#### Excerpted records

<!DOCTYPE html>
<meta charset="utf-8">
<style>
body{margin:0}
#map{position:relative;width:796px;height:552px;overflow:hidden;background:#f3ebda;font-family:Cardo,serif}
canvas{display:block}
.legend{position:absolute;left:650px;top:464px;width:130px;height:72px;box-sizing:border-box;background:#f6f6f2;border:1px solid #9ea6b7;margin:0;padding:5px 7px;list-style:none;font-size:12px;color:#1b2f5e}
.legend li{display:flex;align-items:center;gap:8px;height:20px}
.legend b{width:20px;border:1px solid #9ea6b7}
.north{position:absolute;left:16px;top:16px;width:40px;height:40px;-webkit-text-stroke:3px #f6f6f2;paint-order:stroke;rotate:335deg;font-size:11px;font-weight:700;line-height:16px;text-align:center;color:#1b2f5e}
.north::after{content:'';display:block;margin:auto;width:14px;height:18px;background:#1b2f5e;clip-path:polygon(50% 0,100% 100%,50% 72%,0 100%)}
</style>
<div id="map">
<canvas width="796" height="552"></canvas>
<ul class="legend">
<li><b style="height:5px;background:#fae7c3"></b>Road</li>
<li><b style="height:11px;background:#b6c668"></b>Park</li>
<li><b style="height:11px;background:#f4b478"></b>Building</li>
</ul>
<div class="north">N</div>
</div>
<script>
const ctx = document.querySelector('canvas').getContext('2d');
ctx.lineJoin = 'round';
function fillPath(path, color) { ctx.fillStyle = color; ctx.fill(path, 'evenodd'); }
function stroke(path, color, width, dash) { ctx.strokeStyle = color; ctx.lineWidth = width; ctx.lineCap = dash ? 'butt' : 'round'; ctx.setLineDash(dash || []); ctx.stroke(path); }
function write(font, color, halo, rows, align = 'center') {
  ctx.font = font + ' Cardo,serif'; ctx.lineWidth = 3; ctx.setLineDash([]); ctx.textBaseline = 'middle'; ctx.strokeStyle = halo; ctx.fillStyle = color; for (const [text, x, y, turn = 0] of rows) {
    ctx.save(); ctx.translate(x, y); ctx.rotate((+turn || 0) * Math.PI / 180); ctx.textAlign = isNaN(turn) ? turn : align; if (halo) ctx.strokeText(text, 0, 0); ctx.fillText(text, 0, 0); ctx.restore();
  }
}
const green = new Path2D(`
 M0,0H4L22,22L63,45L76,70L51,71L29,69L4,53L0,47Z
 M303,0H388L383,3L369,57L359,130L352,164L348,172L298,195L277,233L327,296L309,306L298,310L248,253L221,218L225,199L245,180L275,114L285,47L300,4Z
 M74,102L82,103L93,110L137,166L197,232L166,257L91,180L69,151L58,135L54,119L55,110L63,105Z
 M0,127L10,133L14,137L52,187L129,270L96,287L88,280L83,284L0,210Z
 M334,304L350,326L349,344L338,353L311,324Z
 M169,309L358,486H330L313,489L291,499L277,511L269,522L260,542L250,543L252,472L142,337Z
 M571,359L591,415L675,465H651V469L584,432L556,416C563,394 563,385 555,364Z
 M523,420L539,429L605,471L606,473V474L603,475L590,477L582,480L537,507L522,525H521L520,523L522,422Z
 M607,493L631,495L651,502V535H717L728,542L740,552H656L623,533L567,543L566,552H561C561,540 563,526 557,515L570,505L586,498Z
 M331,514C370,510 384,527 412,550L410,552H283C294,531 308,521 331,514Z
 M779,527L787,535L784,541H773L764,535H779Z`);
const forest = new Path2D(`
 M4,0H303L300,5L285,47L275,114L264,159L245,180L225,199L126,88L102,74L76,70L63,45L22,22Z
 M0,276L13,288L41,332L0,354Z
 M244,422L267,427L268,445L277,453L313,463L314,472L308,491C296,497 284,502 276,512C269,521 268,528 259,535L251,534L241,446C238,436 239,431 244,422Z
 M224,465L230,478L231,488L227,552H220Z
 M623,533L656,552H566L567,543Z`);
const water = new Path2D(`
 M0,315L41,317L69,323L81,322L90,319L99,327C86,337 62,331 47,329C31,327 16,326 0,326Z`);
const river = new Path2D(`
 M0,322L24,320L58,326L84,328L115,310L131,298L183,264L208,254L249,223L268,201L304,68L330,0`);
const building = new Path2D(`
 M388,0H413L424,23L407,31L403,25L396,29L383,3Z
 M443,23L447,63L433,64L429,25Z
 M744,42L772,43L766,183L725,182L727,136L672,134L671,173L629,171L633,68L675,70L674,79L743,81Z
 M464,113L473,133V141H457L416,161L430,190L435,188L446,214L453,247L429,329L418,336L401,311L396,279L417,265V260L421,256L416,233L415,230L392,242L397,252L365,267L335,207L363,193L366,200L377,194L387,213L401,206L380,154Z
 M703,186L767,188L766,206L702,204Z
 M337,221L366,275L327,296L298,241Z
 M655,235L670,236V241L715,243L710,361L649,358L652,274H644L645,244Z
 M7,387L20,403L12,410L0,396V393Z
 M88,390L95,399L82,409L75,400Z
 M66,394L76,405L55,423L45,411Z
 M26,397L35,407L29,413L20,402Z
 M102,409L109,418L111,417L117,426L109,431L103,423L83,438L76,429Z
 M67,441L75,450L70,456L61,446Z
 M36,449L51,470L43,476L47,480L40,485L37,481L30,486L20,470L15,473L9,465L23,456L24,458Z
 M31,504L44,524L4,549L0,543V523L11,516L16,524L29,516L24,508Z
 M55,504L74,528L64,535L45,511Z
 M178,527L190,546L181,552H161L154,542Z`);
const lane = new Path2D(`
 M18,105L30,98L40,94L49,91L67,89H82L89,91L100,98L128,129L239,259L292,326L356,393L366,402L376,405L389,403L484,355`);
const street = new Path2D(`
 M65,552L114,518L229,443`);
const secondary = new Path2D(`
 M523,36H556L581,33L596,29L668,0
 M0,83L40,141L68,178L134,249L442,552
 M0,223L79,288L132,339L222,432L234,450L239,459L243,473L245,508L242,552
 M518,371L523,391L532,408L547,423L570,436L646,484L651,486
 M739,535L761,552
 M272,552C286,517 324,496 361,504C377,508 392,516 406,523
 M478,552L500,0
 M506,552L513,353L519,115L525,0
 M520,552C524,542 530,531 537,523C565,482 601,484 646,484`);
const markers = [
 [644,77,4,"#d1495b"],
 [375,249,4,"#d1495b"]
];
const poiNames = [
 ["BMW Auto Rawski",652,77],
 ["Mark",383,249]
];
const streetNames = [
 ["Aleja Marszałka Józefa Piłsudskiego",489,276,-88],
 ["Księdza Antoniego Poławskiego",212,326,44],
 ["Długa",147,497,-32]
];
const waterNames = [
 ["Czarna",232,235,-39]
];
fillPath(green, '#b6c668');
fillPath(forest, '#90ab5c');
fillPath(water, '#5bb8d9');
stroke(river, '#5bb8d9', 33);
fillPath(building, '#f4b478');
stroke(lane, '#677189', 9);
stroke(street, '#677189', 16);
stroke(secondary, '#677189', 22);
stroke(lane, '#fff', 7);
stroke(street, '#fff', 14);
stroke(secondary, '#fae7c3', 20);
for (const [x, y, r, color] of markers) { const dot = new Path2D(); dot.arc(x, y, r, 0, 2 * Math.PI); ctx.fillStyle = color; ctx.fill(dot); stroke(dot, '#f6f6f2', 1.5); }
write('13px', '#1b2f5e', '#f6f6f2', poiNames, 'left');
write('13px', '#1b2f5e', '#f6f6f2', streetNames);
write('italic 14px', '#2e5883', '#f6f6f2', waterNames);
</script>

########

• **The task**
Each line from the one containing "M55,504L74,528L64,535L45,511Z" through the end of the listing above should be copied exactly, with no other line included.

• **Response**
 M55,504L74,528L64,535L45,511Z
 M178,527L190,546L181,552H161L154,542Z`);
const lane = new Path2D(`
 M18,105L30,98L40,94L49,91L67,89H82L89,91L100,98L128,129L239,259L292,326L356,393L366,402L376,405L389,403L484,355`);
const street = new Path2D(`
 M65,552L114,518L229,443`);
const secondary = new Path2D(`
 M523,36H556L581,33L596,29L668,0
 M0,83L40,141L68,178L134,249L442,552
 M0,223L79,288L132,339L222,432L234,450L239,459L243,473L245,508L242,552
 M518,371L523,391L532,408L547,423L570,436L646,484L651,486
 M739,535L761,552
 M272,552C286,517 324,496 361,504C377,508 392,516 406,523
 M478,552L500,0
 M506,552L513,353L519,115L525,0
 M520,552C524,542 530,531 537,523C565,482 601,484 646,484`);
const markers = [
 [644,77,4,"#d1495b"],
 [375,249,4,"#d1495b"]
];
const poiNames = [
 ["BMW Auto Rawski",652,77],
 ["Mark",383,249]
];
const streetNames = [
 ["Aleja Marszałka Józefa Piłsudskiego",489,276,-88],
 ["Księdza Antoniego Poławskiego",212,326,44],
 ["Długa",147,497,-32]
];
const waterNames = [
 ["Czarna",232,235,-39]
];
fillPath(green, '#b6c668');
fillPath(forest, '#90ab5c');
fillPath(water, '#5bb8d9');
stroke(river, '#5bb8d9', 33);
fillPath(building, '#f4b478');
stroke(lane, '#677189', 9);
stroke(street, '#677189', 16);
stroke(secondary, '#677189', 22);
stroke(lane, '#fff', 7);
stroke(street, '#fff', 14);
stroke(secondary, '#fae7c3', 20);
for (const [x, y, r, color] of markers) { const dot = new Path2D(); dot.arc(x, y, r, 0, 2 * Math.PI); ctx.fillStyle = color; ctx.fill(dot); stroke(dot, '#f6f6f2', 1.5); }
write('13px', '#1b2f5e', '#f6f6f2', poiNames, 'left');
write('13px', '#1b2f5e', '#f6f6f2', streetNames);
write('italic 14px', '#2e5883', '#f6f6f2', waterNames);
</script>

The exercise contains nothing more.